Reproducibility and Credibility in Empirical Software Engineering
Reviewed by Greg Wilson / 2021-10-02
Keywords: Research Methods
The answers you get are only as good as the tools and methods you use to produce them, so just as astronomers need to study optics, software engineering researchers need to study how they gather and analyze data. A case in point is the problem of figuring out which lines of code are responsible for which bugs. Sixteen years ago, Sliwerski2005 proposed that attributed a bug to the lines of code that were modified to fix it. This algorithm is now known as SZZ (after the authors' initials) and has been used in many subsequent studies; it isn't trivial to implement, but it's doable and plausible, and using it enables people to compare their findings to each other.
But how accurate is it? RodriguezPerez2018 looked closely at 116 bugs in two open source projects and compared manual attribution of each bug's root cause with the answers given by four different implementations of SZZ. They concluded that SZZ is only moderately good at identifying the actual source of the problem: F-scores varied from 0.44 to 0.77, while none of the four implementations correctly identified more than 63% of issues' sources.
This doesn't necessarily invalidate the conclusions of studies that use SZZ, any more than chromatic aberration in early telescopes meant that the stars and planets astronomers were seeing weren't actually there. It does mean that those studies should be revisited once we have better bug attribution methods, and that developing such methods ought to be a more urgent focus of current research.

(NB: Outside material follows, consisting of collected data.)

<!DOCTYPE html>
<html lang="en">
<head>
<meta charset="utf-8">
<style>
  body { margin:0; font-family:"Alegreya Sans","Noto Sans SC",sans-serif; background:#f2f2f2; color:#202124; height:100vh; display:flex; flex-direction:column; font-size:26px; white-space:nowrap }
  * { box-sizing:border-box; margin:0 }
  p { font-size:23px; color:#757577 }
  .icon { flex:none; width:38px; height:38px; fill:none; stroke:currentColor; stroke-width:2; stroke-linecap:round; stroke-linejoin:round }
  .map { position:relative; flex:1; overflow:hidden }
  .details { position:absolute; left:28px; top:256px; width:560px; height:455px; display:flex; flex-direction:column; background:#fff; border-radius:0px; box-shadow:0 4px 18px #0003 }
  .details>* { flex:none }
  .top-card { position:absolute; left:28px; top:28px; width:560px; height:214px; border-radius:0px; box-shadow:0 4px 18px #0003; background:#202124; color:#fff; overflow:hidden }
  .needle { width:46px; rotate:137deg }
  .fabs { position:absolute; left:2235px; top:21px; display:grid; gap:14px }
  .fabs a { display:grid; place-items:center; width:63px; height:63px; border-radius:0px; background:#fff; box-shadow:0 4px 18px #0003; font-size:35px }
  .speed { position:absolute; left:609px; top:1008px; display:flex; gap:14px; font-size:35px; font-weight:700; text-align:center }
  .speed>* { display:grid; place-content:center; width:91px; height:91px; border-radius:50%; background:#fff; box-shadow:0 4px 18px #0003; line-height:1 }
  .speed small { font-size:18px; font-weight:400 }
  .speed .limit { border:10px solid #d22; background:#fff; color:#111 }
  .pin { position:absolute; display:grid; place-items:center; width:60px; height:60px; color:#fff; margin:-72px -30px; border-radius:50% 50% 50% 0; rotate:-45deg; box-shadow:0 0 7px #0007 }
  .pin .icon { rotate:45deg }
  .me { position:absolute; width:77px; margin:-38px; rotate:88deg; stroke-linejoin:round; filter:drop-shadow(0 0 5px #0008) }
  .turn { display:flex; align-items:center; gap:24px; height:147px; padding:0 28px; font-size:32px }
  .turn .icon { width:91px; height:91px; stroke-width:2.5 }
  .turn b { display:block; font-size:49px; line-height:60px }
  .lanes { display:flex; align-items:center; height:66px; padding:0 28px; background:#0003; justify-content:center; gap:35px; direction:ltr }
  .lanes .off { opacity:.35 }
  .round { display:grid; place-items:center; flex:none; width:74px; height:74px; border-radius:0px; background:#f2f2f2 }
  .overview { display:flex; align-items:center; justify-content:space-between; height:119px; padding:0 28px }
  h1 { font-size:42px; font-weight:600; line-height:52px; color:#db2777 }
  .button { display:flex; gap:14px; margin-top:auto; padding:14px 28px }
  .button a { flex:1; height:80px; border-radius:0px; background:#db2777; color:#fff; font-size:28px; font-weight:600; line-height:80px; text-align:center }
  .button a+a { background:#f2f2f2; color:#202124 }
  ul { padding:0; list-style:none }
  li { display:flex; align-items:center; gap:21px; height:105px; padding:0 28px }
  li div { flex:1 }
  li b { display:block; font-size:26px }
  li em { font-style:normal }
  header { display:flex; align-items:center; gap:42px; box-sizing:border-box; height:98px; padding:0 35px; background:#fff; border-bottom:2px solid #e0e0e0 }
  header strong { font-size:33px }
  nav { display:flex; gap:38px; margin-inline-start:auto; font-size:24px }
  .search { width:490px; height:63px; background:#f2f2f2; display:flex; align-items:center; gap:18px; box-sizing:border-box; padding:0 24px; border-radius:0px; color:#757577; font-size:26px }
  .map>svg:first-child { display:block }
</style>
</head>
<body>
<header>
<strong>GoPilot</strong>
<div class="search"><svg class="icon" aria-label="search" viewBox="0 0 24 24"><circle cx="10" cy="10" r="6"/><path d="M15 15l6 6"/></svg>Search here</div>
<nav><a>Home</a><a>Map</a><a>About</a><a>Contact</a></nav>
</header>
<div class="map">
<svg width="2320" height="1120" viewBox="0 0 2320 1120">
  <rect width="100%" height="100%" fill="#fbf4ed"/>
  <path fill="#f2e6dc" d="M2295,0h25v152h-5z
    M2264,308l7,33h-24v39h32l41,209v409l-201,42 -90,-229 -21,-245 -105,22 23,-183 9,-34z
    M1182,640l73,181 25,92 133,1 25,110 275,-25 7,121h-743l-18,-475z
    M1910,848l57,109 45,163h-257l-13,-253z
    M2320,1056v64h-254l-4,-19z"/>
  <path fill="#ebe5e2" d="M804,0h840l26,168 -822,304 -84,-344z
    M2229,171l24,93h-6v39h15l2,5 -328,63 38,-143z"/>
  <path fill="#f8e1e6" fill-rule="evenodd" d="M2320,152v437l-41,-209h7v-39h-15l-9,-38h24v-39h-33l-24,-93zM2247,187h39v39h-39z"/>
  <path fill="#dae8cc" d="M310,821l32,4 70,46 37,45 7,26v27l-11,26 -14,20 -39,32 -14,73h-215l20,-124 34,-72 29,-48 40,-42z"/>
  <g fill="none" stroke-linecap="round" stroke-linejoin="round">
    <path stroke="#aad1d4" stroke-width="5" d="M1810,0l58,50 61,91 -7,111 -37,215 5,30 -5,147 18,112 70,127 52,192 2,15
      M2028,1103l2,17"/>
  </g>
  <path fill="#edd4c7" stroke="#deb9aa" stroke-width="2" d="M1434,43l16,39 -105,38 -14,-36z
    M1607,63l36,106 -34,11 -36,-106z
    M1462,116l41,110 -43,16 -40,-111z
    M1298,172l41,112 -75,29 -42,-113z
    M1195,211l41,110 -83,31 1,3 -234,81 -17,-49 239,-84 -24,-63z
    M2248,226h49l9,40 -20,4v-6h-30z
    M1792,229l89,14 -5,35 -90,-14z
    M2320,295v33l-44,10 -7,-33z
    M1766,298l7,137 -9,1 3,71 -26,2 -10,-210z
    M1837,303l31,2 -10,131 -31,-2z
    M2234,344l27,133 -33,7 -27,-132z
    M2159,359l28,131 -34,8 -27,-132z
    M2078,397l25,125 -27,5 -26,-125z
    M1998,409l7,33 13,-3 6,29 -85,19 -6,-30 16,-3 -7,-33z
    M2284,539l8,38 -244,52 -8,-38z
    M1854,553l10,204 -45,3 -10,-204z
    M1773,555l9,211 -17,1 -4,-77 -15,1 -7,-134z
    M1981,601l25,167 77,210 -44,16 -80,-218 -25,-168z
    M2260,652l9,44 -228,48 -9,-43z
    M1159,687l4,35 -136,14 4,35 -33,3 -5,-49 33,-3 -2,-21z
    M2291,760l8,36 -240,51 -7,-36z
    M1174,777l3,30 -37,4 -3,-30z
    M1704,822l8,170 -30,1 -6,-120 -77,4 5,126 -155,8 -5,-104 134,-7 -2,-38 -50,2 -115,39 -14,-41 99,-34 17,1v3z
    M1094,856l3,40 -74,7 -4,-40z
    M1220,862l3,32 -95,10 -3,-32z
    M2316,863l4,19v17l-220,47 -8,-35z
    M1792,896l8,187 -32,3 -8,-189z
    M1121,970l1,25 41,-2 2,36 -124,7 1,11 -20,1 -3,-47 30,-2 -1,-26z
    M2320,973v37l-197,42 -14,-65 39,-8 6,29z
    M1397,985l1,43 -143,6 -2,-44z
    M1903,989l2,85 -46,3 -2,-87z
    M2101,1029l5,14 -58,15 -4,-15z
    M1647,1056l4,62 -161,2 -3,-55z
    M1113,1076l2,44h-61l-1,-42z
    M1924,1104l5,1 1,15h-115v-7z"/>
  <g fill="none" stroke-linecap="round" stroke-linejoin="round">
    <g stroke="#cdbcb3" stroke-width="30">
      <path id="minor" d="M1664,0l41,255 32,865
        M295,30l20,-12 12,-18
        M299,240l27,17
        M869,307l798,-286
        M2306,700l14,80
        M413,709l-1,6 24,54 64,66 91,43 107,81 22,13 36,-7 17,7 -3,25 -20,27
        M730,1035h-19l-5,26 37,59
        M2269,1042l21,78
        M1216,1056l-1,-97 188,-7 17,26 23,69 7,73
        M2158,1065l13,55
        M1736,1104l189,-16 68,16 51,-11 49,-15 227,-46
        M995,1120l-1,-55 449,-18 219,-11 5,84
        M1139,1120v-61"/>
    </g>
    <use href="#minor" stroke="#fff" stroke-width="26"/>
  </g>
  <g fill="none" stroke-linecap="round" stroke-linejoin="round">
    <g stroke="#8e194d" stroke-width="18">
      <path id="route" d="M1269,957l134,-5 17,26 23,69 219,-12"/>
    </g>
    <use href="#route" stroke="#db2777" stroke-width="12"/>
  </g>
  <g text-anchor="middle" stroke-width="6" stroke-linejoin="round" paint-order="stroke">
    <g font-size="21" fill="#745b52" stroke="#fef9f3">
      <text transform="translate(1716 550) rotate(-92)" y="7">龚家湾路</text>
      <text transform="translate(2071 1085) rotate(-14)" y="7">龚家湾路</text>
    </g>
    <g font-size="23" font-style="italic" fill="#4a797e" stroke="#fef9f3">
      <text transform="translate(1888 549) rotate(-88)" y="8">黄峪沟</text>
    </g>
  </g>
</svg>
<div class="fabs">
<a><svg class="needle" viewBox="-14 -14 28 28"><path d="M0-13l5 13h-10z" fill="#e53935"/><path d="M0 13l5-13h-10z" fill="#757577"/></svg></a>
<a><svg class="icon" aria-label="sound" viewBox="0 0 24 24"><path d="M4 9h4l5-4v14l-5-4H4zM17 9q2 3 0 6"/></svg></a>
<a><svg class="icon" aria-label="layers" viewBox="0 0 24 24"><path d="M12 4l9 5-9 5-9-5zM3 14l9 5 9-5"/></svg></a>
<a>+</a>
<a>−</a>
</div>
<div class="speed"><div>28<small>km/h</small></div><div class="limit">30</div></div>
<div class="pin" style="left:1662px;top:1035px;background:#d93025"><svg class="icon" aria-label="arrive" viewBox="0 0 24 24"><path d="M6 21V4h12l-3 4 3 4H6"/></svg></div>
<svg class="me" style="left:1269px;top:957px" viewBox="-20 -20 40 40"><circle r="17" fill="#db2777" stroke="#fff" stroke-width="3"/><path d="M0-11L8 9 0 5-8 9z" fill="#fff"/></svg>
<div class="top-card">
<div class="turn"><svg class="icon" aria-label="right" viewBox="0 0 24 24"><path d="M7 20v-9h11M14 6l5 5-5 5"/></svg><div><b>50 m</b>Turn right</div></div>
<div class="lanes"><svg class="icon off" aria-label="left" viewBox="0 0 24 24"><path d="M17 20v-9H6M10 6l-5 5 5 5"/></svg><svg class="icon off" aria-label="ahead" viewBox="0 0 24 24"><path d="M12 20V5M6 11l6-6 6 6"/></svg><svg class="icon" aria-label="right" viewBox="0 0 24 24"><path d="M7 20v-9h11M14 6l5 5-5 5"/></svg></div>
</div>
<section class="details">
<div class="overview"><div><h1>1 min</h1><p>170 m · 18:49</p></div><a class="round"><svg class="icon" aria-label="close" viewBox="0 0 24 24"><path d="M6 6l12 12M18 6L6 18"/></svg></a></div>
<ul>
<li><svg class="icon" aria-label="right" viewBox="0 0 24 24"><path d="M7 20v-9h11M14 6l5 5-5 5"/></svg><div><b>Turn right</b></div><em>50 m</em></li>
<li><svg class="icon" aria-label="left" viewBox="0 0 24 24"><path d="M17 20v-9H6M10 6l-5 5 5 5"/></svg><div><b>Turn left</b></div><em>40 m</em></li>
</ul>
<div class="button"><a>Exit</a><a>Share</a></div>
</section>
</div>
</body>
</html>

RodriguezPerez2018 Gema Rodríguez-Pérez, Gregorio Robles, and Jesús M. González-Barahona: "Reproducibility and credibility in empirical software engineering: A case study based on a systematic literature review of the use of the SZZ algorithm". Information and Software Technology, 99, 2018, 10.1016/j.infsof.2018.03.009.
When identifying the origin of software bugs, many studies assume that "a bug was introduced by the lines of code that were modified to fix it". However, this assumption does not always hold and at least in some cases, these modified lines are not responsible for introducing the bug. For example, when the bug was caused by a change in an external API. The lack of empirical evidence makes it impossible to assess how important these cases are and therefore, to which extent the assumption is valid. To advance in this direction, and better understand how bugs "are born", we propose a model for defining criteria to identify the first snapshot of an evolving software system that exhibits a bug. This model, based on the perfect test idea, decides whether a bug is observed after a change to the software. Furthermore, we studied the model's criteria by carefully analyzing how 116 bugs were introduced in two different open source software projects. The manual analysis helped classify the root cause of those bugs and created manually curated datasets with bug-introducing changes and with bugs that were not introduced by any change in the source code. Finally, we used these datasets to evaluate the performance of four existing SZZ-based algorithms for detecting bug-introducing changes. We found that SZZ-based algorithms are not very accurate, especially when multiple commits are found; the F-Score varies from 0.44 to 0.77, while the percentage of true positives does not exceed 63%. Our results show empirical evidence that the prevalent assumption, "a bug was introduced by the lines of code that were modified to fix it", is just one case of how bugs are introduced in a software system. Finding what introduced a bug is not trivial: bugs can be introduced by the developers and be in the code, or be created irrespective of the code. Thus, further research towards a better understanding of the origin of bugs in software projects could help to improve design integration tests and to design other procedures to make software development more robust.
Sliwerski2005 Jacek Śliwerski, Thomas Zimmermann, and Andreas Zeller: "When do changes induce fixes?". Proc. International Conference on Mining Software Repositories (MSR), 2005, 10.1145/1083142.1083147.
As a software system evolves, programmers make changes that sometimes cause problems. We analyze CVS archives for fix-inducing changes—changes that lead to problems, indicated by fixes. We show how to automatically locate fix-inducing changes by linking a version archive (such as CVS) to a bug database (such as Bugzilla). In a first investigation of the Mozilla and Eclipse history, it turns out that fix-inducing changes show distinct patterns with respect to their size and the day of week they were applied.